▸ Exercise prompt
Go through the entries and copy every line that has the string "Extract" in it.

▸ Exercise inputs
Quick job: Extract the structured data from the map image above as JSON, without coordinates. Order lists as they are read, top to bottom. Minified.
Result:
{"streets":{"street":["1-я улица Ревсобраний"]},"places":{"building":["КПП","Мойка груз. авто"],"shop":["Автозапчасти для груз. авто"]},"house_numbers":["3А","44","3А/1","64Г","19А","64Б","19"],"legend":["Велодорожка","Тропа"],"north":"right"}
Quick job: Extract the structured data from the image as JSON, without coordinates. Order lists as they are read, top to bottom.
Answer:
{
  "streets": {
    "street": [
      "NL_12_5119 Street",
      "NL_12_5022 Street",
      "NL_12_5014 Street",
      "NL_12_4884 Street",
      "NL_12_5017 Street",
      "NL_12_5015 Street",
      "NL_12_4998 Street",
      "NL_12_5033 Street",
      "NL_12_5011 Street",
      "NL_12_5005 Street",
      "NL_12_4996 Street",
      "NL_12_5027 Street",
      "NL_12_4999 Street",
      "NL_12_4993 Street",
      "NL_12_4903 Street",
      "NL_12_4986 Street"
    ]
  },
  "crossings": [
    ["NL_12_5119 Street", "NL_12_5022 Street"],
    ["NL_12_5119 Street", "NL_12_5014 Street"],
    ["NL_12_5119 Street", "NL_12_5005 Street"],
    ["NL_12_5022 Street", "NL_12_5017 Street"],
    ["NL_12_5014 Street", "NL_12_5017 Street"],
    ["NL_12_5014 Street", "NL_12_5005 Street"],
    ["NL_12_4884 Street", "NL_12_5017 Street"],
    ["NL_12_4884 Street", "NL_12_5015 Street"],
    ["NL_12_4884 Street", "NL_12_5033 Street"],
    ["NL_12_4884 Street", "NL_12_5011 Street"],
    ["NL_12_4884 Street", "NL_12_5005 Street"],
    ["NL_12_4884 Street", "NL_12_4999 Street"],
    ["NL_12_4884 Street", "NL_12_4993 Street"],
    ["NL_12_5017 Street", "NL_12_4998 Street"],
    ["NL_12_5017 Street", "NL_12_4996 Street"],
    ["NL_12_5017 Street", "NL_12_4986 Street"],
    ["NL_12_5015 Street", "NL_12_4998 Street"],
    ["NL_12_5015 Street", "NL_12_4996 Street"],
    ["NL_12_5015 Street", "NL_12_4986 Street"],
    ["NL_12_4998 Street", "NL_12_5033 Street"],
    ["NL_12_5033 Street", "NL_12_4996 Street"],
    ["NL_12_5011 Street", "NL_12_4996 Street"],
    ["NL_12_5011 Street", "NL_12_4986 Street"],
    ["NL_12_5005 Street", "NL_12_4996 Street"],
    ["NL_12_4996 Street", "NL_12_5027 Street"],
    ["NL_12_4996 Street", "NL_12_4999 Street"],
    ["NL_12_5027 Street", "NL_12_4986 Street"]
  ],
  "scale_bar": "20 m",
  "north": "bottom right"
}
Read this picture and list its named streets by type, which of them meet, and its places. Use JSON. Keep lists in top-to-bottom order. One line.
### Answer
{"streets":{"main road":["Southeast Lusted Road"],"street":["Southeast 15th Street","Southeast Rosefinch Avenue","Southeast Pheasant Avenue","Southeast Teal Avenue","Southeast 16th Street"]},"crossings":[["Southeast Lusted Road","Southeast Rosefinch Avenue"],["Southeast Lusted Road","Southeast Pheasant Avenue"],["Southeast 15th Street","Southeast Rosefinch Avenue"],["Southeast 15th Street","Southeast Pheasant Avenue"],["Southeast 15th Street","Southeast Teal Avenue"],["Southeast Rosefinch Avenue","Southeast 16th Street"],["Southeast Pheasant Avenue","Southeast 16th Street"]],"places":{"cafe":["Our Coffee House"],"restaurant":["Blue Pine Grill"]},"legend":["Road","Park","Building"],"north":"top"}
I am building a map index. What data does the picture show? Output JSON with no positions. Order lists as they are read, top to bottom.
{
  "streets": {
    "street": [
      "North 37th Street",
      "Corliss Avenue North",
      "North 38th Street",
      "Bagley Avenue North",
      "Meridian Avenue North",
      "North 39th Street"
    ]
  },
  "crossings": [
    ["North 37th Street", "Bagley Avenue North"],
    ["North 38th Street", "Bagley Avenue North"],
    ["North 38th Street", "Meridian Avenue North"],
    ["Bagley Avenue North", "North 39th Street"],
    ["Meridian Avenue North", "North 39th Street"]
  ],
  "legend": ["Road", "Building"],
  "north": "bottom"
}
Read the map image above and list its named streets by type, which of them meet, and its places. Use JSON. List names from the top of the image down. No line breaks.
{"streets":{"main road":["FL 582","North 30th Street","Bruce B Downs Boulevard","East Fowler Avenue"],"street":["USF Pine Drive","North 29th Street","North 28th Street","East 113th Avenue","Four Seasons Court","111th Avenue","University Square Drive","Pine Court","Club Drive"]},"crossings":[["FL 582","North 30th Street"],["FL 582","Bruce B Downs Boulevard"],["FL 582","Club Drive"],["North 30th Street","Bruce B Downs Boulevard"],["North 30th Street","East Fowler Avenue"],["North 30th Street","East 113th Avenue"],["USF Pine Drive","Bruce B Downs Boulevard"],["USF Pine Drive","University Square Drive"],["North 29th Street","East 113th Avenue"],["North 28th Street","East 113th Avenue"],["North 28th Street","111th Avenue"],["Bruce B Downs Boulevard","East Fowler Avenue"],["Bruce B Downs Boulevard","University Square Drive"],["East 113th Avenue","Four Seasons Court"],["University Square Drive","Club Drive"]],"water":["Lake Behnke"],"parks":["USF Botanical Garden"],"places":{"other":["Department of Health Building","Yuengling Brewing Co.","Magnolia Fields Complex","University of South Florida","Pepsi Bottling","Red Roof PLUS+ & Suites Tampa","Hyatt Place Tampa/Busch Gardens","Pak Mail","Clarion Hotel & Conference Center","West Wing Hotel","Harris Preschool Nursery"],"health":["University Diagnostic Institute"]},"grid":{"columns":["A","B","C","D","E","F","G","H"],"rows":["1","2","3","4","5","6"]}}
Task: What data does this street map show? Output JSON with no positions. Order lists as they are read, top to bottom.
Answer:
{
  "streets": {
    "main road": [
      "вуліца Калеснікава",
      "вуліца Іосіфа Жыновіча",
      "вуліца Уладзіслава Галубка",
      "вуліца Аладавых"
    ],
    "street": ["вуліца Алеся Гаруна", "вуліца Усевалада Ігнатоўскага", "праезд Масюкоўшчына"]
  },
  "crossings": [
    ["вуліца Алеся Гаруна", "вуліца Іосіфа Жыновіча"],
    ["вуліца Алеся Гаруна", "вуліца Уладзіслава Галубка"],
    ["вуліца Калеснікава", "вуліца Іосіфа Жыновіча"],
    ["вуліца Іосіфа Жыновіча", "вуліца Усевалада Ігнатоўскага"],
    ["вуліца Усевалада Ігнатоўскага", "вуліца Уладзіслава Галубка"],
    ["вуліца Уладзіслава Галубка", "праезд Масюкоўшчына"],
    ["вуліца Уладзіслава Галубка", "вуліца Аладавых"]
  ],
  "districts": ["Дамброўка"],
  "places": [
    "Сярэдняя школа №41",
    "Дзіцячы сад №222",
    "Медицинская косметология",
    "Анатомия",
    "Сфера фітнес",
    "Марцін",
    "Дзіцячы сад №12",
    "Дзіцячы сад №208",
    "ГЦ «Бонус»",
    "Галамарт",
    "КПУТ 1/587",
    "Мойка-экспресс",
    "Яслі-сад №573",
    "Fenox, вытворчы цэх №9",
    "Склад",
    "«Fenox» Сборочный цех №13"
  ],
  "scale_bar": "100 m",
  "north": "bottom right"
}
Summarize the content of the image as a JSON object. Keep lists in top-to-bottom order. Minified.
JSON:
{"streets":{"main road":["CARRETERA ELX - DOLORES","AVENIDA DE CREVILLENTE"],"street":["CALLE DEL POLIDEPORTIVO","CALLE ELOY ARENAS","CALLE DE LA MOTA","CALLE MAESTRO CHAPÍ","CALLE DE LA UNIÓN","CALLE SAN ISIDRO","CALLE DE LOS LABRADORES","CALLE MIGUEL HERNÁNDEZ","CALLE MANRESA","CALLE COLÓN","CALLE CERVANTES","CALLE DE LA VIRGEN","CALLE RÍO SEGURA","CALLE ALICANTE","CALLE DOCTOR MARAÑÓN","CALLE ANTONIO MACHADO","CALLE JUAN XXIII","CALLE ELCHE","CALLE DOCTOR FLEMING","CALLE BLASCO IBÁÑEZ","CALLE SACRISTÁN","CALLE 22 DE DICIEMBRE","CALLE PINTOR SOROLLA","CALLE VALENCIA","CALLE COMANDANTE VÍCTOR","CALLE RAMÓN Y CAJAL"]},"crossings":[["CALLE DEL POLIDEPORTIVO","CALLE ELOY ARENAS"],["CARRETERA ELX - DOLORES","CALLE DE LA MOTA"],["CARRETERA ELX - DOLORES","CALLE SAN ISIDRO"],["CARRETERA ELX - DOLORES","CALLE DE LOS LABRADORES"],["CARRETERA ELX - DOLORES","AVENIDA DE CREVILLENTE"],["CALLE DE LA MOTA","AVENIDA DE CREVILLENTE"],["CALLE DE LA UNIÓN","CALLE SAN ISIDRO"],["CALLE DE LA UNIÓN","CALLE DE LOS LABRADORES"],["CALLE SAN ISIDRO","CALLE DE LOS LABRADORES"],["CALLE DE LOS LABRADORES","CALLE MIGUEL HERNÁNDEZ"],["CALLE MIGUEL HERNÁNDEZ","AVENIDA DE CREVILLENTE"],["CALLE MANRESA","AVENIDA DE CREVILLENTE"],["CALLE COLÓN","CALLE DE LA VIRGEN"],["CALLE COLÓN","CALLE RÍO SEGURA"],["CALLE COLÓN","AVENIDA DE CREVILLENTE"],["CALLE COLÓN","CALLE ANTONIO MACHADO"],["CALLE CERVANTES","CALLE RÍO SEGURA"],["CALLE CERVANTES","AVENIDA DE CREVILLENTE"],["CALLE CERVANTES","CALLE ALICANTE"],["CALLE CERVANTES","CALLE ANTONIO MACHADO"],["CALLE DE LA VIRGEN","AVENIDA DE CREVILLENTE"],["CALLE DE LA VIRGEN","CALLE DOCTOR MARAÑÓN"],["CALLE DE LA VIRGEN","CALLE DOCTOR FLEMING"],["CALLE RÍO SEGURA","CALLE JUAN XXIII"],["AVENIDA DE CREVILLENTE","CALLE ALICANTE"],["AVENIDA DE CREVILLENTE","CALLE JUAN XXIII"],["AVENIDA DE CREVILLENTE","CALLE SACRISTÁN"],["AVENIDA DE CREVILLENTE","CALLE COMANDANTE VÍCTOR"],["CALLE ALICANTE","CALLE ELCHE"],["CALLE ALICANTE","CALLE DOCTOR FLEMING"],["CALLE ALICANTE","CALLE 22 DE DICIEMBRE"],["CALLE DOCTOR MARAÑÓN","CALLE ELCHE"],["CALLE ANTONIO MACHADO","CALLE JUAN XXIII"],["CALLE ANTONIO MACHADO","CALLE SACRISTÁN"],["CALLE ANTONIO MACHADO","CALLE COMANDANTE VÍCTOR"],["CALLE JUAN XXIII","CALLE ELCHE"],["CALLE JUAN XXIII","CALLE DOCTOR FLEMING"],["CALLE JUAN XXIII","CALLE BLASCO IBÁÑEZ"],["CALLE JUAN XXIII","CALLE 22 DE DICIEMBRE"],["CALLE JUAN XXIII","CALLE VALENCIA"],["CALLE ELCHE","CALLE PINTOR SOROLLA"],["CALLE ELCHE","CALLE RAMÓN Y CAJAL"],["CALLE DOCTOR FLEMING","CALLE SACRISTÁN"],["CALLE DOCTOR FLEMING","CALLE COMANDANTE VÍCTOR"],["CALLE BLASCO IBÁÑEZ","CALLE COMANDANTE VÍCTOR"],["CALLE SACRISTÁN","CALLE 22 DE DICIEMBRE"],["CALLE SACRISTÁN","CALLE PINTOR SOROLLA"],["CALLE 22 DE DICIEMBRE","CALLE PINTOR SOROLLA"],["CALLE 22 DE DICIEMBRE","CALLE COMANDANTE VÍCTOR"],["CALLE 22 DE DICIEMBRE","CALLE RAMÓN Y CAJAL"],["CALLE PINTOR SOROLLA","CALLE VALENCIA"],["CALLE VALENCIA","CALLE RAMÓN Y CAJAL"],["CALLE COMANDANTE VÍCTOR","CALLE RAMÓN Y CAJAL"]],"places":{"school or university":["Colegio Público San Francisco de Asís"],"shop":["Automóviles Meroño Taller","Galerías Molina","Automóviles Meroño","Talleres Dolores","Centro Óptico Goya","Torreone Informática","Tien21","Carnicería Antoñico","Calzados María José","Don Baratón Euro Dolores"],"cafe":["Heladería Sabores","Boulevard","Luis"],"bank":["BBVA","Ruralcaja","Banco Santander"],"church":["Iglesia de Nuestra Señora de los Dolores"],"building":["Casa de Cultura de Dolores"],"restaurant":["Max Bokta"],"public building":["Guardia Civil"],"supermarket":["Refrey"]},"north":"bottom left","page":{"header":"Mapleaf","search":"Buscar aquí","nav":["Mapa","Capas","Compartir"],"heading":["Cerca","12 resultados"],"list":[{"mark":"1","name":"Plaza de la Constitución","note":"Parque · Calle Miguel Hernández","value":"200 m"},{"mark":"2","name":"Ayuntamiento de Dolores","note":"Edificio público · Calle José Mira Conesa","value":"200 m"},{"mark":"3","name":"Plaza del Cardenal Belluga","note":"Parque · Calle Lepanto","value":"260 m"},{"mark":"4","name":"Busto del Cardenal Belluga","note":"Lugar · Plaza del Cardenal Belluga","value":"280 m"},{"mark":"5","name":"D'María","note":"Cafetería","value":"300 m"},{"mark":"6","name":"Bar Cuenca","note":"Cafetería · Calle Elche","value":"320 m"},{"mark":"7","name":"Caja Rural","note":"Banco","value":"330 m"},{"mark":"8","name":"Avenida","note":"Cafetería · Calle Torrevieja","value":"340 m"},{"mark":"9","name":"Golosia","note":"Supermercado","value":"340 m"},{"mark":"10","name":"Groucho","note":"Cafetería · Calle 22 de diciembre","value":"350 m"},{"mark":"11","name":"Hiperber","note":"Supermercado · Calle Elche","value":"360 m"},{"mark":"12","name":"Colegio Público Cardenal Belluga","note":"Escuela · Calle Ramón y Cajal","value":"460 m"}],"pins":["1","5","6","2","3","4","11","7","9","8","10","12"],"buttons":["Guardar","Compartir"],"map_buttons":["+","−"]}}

▸ Response area
Quick job: Extract the structured data from the map image above as JSON, without coordinates. Order lists as they are read, top to bottom. Minified.
Quick job: Extract the structured data from the image as JSON, without coordinates. Order lists as they are read, top to bottom.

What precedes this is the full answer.